Recently the Kennedy Forum, one of the nation’s leading organization dedicated to the implementation of the Federal Parity laws, wrote a blog post on the innovative work being done in New York in regard to behavioral health parity.
As we have known for years, some insurance plans will often use ‘medical necessity’ as a catch all for rejecting individual benefits. As stated by the Kennedy Center, medical necessity as used by many plans is ‘flawed criteria that are inconsistent with generally accepted standards of care.’
The NYS Office of Mental Health has done a deep dive to develop medically necessary criteria that are consistent with national best practices and generally accepted standards of care. The result has been a rejection of many of the plan’s definition of medical necessity.
New York State has sent notice to the plans that their criteria must be consistent with the State’s more clear definition of medical necessity.
No one with a significant mental health related issue should have their benefit rejected because of criteria that is archaic or ambiguous. New York State deserves a great deal of credit for raising the level of plan’s accountability while also simultaneously making parity more accessible for those in need.
The Kennedy Forum blog is listed below
NY and CA Actions Put Health Plans on Notice
November 6, 2020
New York is taking important steps to ensure health plans are following generally accepted standards of care when making coverage determinations for the treatment of mental health and substance use disorders.
Unfortunately, many insurers frequently are not following generally accepted standards of care and are using medical necessity criteria that put financial considerations ahead of patients’ needs. This is particularly the case with level of care decisions (e.g. whether the patient should receive intensive outpatient versus residential treatment). When insurers are allowed to use these flawed criteria that are inconsistent with generally accepted standards of care developed by non-profit clinical specialty associations, patients are often denied coverage of medically necessary services. The same flawed criteria are often also then used in appeals to justify the initial flawed denial.

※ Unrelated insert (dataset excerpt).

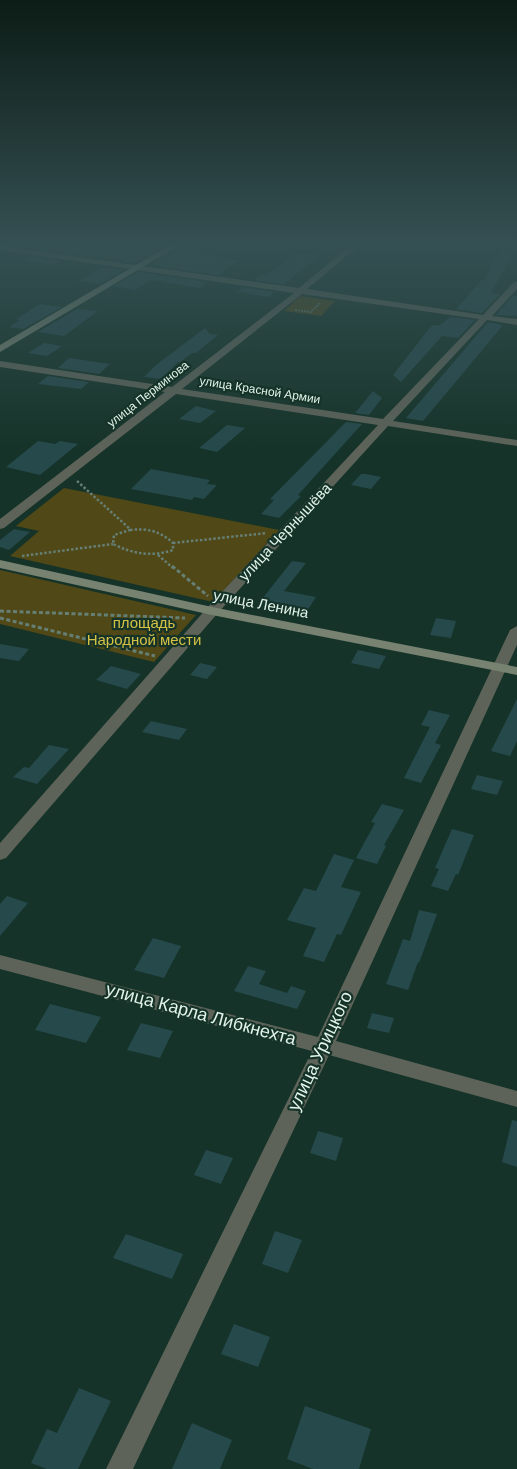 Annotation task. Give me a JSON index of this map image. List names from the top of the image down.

A recent landmark court ruling, however, highlighted the importance of these criteria. In the class-action lawsuit Wit v. United Behavioral Health (UBH), a federal court in California ruled that UBH, the largest managed behavioral health care company in the U.S., used defective, internally-developed criteria inconsistent with generally accepted standards of care to deny coverage to over 50,000 members, half of whom were children/adolescents.
In a ruling announced earlier this week, the federal court issued a 10-year injunction against UBH, requiring it to exclusively use the following medical necessity criteria:
- The ASAM Criteria developed by the American Society of Addiction Medicine
- Level of Care Utilization System (LOCUS) developed by the American Association of Community Psychiatrists
Child and Adolescent Service Intensity Instrument (CASII) and Early Childhood Service Intensity Instrument (ECSII) developed by the American Academy of Child and Adolescent Psychiatry
These criteria reflect the eight generally accepted standards of care described by the Wit court:
Following the Wit ruling, New York included a provision in its 2019-2020 budget implementation bill stipulating that all mental health criteria must be reviewed and approved by the state. Subsequently, the New York Office of Mental Health (OMH) put out draft “Guiding Principles for Acceptable Clinical Review Criteria.” The final version of the state’s principles included recommended changes put forth by The Kennedy Forum and a group of national and New York-based organizations to ensure they fully aligned with generally accepted standards of care.

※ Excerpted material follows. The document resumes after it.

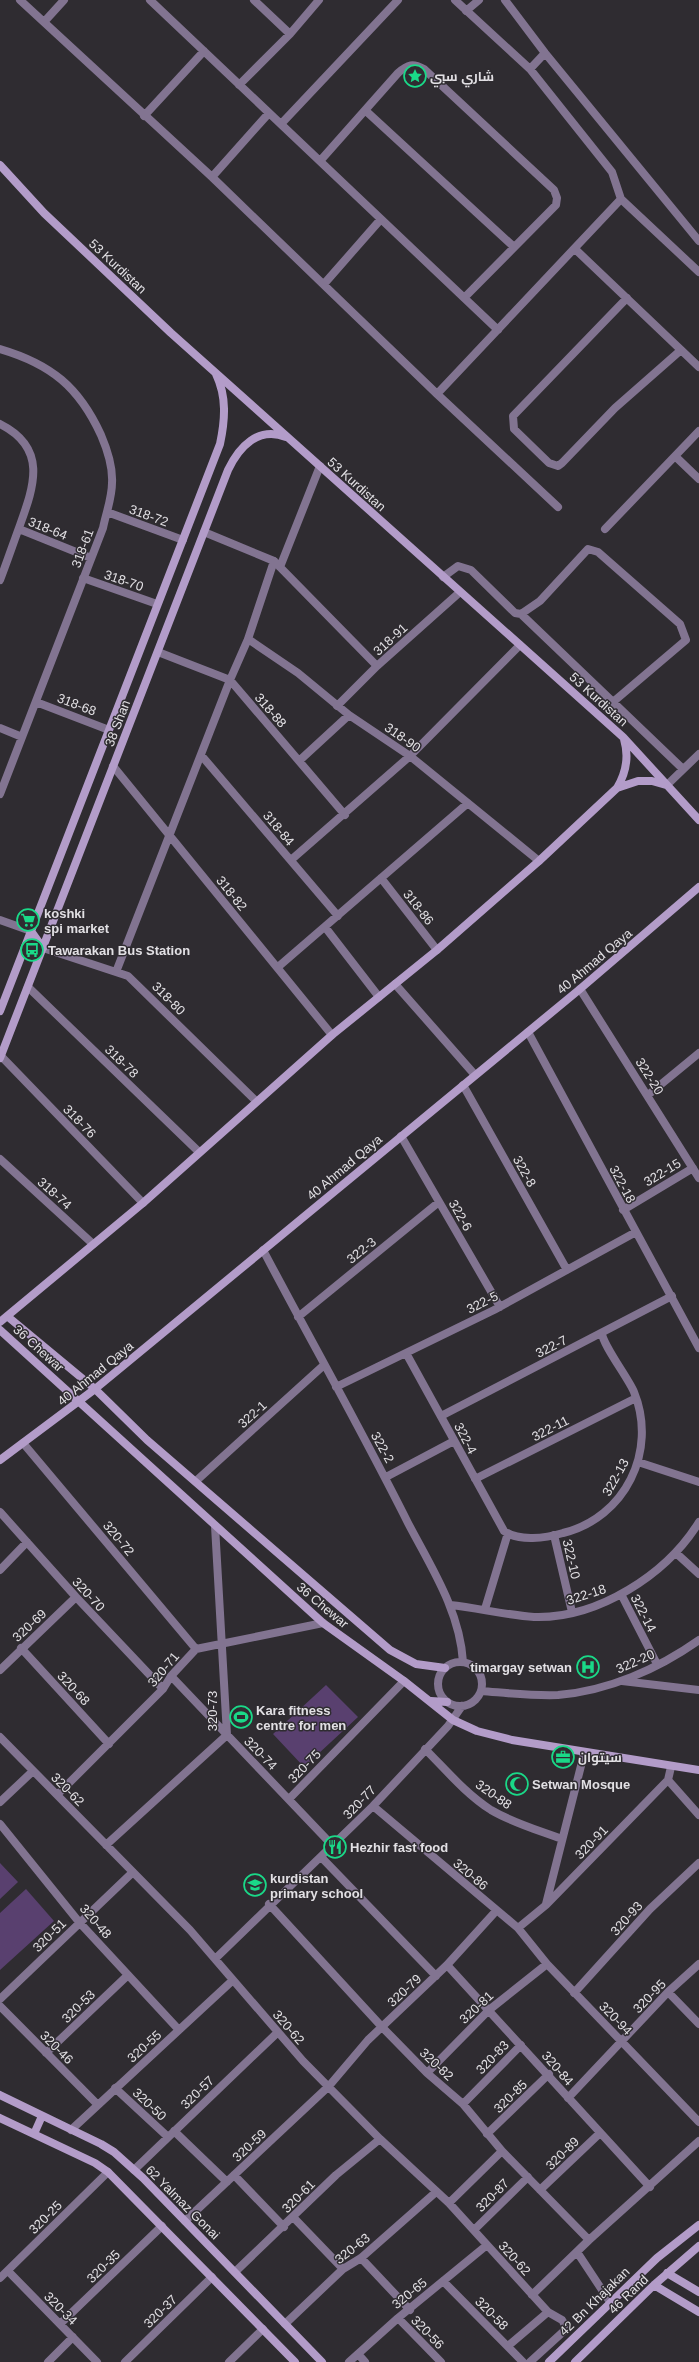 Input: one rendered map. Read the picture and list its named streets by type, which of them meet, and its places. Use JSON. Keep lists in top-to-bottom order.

Since passing the budget bill, OMH and the Department of Financial Services, which regulates commercial health insurers, have been reviewing the criteria that plans have been required to submit for consistency with the Guiding Principles and generally accepted standards of care. All of the insurers’ submissions were found to be defective, demonstrating just how pervasive the use of flawed criteria truly is.
Earlier this week, in a guidance memo to plans, OMH gave plans two choices:
- Adopt the LOCUS criteria, along with its counterpart for children and adolescents (CALOCUS), for level of care determinations as well as a new “best practices for utilization review” guide developed by OMH.

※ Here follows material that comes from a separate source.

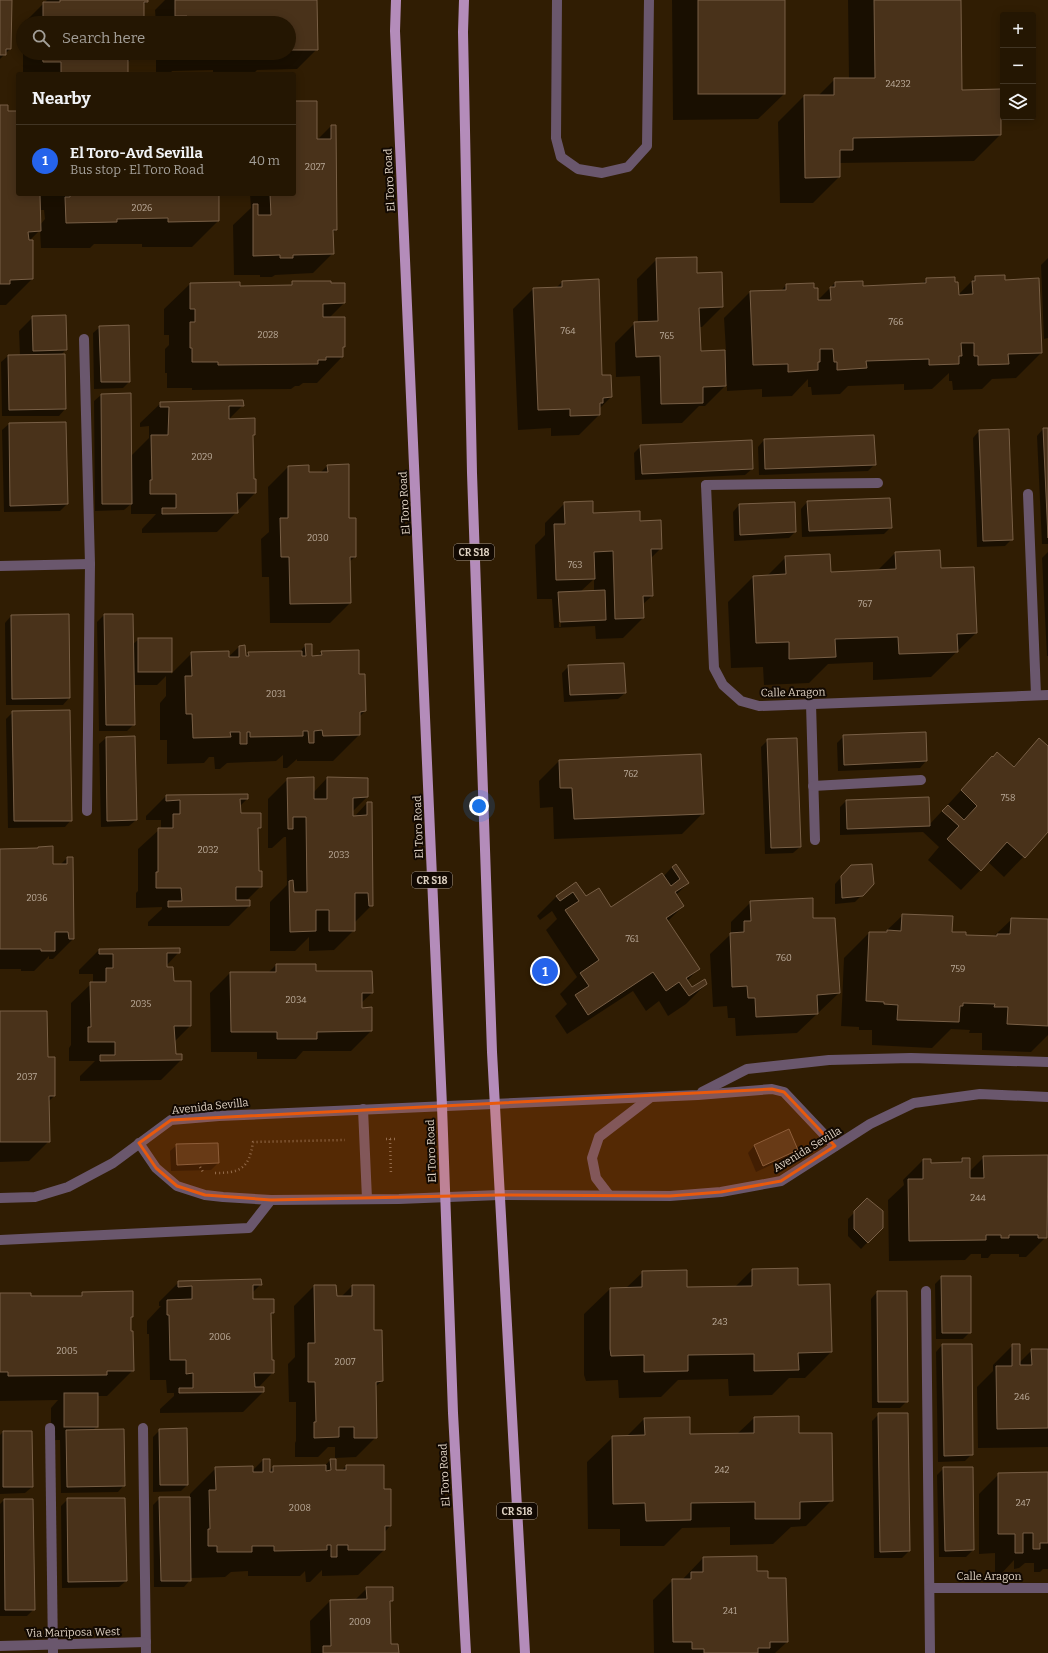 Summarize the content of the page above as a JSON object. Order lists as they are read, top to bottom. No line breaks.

- Submit modified clinical review criteria and policies/procedures that “address deficiencies identified by OMH in its initial review.”
Once completed, New York will be at the forefront of ensuring that the criteria plans are using are sound and consistent with generally accepted standards of care.
Thankfully, New York is not alone in its progress. California recently enacted Senate Bill 855, which requires California health plans to use medical necessity criteria that follows generally accepted standards of care. SB 855 was authored by state Senator Scott Wiener and championed by The Kennedy Forum and partner organization the Steinberg Institute through a year-long campaign. When it takes effect on January 1, SB 855 will require all state-regulated commercial plans to follow generally accepted standards of care when making medical necessity determinations, specifically those put forth by non-profit clinical specialty associations such as ASAM. SB 855, which has been supported by over 40 national organizations, now serves as a model for the rest of the U.S.
New York and California have a combined population of 60 million people, rendering these large-scale policy changes incredibly consequential in the fight for mental health equity in the U.S. They also serve as evidence that the Wit case is driving change by clarifying and enforcing the standards that health plans should follow when making coverage decisions. More states and the federal government should follow this lead to ensure mental health parity throughout the country.